In their latest attack on women’s health, the Trump Administration released two new rules that weaken the Affordable Care Act (ACA)’s birth control benefit. The interim final rules (see here and here), which went into effect immediately, allow employers to deny their employees birth control coverage because of an employer’s moral objection to birth control. In addition, the rules expand the scope of employers who can cite religious objections for denying their employees birth control coverage. Luckily, here in New York, many (but not all) women will be protected by new state regulations that require insurers to cover birth control with no cost sharing.
The ACA guarantees coverage for a set of women’s preventive health care services, which through federal regulations issued by the Obama administration, include birth control. As a result, employers are required to cover all methods of FDA-approved birth control for employees with no cost sharing. Under the Obama administration, houses of worship were exempt from the requirement to cover birth control for their employees. An accommodation ensured that women who work for a narrowly-defined group of employers that object to providing coverage on religious grounds still had access to seamless birth control coverage.
The Trump Administration’s recent actions expand the exemption to include all employers, universities, and insurance companies, and make the accommodation optional. Now, instead of an accommodation that protects employers’ religious views and women’s access to vital health care, these new rules simply allow almost any employer to refuse to provide birth control coverage to their employees for either moral or religious objections to contraception.
While not all employers will choose to deny contraceptive coverage to their employees, these rules create sweeping new exemptions that put women’s coverage at risk, and roll back important gains in women’s health. Thanks to the ACA, 62.4 million women have insurance coverage for their birth control with no out-of-pocket costs. The percentage of women with employer sponsored insurance who were paying out-of-pocket expenses for birth control pills fell from 1 out of every 4 women before passage of the ACA to just 1 out of every 28 women in 2014. And in 2013 alone, women saved $1.4 billion in co-pays and deductibles on birth control pills.
Here in New York, an estimated 3,855,517 women between the ages of 18 and 64 have preventive services coverage, including birth control, with zero cost sharing thanks to the ACA. Fortunately, many New York women will still have guaranteed access to contraception with no cost sharing because of recently finalized New York State regulations. These regulations require coverage without co-pays for one type of contraception in each of the 18 FDA-approved categories (the federal ACA standard), and allow for the dispensing of 12 months of contraception after an initial three-month allotment (June 28, 2017 Register: Page 13, Notice of Adoption). Unfortunately, however, our state requirements do not reach “self-funded” insurance plans, which are regulated by the federal government, and not subject to the New York regulations. Because as many as 40 percent of New Yorkers have these self-funded plans, there are a number of New York women who will not be protected.
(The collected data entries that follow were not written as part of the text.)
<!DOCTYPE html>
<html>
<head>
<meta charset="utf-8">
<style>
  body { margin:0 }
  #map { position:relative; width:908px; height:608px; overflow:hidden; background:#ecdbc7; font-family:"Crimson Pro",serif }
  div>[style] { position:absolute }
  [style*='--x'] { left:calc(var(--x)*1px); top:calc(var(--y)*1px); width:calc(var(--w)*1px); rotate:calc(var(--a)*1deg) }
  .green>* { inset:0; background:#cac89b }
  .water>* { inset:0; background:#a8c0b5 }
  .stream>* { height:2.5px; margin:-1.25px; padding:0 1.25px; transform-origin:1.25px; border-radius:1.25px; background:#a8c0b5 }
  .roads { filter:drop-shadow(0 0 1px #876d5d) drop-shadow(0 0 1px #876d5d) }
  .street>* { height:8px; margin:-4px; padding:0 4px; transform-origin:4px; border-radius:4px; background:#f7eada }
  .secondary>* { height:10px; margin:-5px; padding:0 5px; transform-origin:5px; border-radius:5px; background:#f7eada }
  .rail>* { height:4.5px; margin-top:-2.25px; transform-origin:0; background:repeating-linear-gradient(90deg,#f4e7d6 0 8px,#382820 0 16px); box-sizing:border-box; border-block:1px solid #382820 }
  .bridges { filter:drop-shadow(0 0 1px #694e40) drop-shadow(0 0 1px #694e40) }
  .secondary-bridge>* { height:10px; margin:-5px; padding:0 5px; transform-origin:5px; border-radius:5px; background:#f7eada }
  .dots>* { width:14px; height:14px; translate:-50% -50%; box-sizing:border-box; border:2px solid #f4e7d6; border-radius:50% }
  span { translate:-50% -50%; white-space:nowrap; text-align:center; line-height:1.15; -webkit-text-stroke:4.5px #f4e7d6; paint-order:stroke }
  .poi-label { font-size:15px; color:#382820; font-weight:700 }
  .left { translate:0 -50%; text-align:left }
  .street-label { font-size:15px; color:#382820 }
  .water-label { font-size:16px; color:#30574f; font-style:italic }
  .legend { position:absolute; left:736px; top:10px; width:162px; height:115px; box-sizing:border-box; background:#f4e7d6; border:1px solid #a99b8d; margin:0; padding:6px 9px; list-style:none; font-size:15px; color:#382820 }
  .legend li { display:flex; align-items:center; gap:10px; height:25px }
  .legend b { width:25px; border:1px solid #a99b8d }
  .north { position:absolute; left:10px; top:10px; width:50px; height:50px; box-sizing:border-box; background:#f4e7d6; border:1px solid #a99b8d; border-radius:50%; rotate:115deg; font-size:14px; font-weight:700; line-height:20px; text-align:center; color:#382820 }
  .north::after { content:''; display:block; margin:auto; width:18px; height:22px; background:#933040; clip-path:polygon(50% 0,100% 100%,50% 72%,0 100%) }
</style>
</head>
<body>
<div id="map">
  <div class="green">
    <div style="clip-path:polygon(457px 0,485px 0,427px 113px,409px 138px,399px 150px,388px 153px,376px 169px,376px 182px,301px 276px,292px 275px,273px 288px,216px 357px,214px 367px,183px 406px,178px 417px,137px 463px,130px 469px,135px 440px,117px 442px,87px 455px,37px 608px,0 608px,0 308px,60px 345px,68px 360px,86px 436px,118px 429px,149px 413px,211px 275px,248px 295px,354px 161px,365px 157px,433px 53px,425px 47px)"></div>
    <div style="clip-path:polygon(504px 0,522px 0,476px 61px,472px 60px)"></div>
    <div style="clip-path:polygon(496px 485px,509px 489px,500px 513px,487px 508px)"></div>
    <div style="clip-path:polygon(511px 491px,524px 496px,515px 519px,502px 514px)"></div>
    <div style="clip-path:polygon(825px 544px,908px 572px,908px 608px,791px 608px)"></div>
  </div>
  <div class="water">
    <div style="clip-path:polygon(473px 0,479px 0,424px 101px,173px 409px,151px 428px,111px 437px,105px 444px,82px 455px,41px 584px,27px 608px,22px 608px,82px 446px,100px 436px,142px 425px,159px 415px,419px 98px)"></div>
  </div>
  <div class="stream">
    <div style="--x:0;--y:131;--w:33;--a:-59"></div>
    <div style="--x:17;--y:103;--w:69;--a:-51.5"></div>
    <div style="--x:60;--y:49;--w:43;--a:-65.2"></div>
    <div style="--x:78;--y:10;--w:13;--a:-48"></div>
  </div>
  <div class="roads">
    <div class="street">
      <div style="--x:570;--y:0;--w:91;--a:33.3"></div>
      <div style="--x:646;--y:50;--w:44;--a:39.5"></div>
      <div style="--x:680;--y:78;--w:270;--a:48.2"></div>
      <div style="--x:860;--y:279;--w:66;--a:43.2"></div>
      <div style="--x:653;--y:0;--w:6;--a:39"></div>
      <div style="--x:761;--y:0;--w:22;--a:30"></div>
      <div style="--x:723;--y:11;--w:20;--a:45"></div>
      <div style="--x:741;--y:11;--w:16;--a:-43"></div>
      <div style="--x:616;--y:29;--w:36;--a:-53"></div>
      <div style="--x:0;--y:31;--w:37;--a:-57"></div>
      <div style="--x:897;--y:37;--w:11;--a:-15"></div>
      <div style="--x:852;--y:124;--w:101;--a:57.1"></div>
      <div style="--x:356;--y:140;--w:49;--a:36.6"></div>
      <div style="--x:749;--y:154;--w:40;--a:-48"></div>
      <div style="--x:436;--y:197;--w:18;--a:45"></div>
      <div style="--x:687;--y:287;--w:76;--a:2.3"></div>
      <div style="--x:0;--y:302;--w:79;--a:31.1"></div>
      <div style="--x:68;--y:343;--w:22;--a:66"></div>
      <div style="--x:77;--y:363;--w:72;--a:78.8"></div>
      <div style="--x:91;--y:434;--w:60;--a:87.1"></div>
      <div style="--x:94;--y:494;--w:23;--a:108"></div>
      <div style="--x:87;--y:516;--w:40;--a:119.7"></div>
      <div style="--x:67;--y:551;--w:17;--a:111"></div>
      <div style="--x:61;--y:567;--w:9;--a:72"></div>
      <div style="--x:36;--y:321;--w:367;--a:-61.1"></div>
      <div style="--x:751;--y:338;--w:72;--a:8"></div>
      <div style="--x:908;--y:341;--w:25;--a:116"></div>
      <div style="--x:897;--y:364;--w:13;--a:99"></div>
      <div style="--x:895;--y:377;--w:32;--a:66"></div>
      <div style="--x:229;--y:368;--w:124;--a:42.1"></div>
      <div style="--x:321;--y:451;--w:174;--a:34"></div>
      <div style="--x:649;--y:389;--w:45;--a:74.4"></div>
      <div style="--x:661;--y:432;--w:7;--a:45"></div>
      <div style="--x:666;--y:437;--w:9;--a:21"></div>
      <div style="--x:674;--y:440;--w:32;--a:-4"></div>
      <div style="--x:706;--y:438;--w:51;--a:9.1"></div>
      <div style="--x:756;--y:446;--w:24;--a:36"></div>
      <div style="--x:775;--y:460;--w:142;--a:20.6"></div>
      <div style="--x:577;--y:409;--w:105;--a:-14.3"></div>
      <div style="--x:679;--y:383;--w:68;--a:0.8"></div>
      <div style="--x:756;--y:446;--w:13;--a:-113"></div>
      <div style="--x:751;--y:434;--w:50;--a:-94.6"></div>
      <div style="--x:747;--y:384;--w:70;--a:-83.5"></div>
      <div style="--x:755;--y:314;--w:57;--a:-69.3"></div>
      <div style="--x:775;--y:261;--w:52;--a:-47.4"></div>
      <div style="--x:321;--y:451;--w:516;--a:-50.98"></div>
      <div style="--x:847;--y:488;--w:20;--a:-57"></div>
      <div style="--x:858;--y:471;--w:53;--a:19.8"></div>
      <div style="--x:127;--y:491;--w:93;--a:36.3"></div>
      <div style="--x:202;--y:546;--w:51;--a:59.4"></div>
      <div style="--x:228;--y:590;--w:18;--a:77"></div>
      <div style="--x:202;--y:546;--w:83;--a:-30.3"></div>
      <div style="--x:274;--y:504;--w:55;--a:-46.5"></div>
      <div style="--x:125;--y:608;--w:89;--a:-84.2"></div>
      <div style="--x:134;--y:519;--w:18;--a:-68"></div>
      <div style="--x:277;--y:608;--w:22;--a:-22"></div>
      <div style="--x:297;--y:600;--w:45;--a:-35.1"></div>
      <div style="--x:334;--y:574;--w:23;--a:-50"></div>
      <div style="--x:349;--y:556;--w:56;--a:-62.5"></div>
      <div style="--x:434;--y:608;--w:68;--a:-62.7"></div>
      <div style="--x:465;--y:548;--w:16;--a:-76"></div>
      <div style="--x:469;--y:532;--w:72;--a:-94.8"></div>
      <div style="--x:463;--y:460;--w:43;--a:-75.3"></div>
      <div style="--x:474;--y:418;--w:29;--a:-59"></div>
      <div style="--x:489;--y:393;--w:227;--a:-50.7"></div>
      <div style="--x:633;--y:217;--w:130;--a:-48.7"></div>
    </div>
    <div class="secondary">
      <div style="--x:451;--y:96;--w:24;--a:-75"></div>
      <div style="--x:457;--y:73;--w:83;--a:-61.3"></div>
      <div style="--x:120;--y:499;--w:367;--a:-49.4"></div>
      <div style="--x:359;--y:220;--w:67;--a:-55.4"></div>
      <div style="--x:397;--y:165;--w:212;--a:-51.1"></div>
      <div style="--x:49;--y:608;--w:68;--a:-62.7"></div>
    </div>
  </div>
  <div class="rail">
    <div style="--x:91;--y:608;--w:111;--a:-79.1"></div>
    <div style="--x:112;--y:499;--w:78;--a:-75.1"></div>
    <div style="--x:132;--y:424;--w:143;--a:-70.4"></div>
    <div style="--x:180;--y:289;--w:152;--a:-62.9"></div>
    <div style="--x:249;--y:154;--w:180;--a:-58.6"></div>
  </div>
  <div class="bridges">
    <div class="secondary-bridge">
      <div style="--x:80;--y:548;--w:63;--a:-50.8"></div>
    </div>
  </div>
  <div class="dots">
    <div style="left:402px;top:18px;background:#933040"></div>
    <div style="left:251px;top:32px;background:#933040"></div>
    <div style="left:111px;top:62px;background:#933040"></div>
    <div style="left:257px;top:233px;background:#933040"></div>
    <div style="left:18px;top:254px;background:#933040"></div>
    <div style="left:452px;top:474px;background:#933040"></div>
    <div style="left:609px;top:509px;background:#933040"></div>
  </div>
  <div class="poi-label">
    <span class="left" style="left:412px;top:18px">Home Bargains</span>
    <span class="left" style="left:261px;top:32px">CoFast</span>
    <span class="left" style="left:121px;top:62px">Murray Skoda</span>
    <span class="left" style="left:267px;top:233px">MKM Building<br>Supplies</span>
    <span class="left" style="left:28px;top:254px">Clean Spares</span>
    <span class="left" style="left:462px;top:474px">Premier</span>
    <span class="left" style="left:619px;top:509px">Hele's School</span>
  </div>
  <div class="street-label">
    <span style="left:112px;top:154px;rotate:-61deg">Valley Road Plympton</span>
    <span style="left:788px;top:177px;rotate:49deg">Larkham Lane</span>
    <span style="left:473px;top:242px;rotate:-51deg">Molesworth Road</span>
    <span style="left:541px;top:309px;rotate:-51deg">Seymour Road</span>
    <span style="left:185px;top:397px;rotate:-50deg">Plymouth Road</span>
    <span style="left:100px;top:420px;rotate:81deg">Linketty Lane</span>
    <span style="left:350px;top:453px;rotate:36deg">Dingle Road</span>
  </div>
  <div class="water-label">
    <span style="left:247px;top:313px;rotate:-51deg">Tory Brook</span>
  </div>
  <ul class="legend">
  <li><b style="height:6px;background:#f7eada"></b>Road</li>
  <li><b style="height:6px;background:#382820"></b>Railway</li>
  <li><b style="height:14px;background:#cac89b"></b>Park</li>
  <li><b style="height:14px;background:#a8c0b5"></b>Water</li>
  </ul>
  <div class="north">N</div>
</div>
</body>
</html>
The Trump Administration’s new rules have put us in a place where a woman’s zip code, employer, or income determine her ability to access the contraception she needs.
While our colleagues at the ACLU and the Center for Reproductive Rights have already filed lawsuits challenging the new rules, we must call on employers to stand up for their employees and publicly declare they will continue to provide contraceptive coverage. In addition, all of us who are employees can demand that our employers affirm they will continue providing contraceptive coverage. We will also continue to support legislation here in New York – the proposed Comprehensive Contraception Coverage Act – that would place even stronger contraceptive coverage requirements into state law.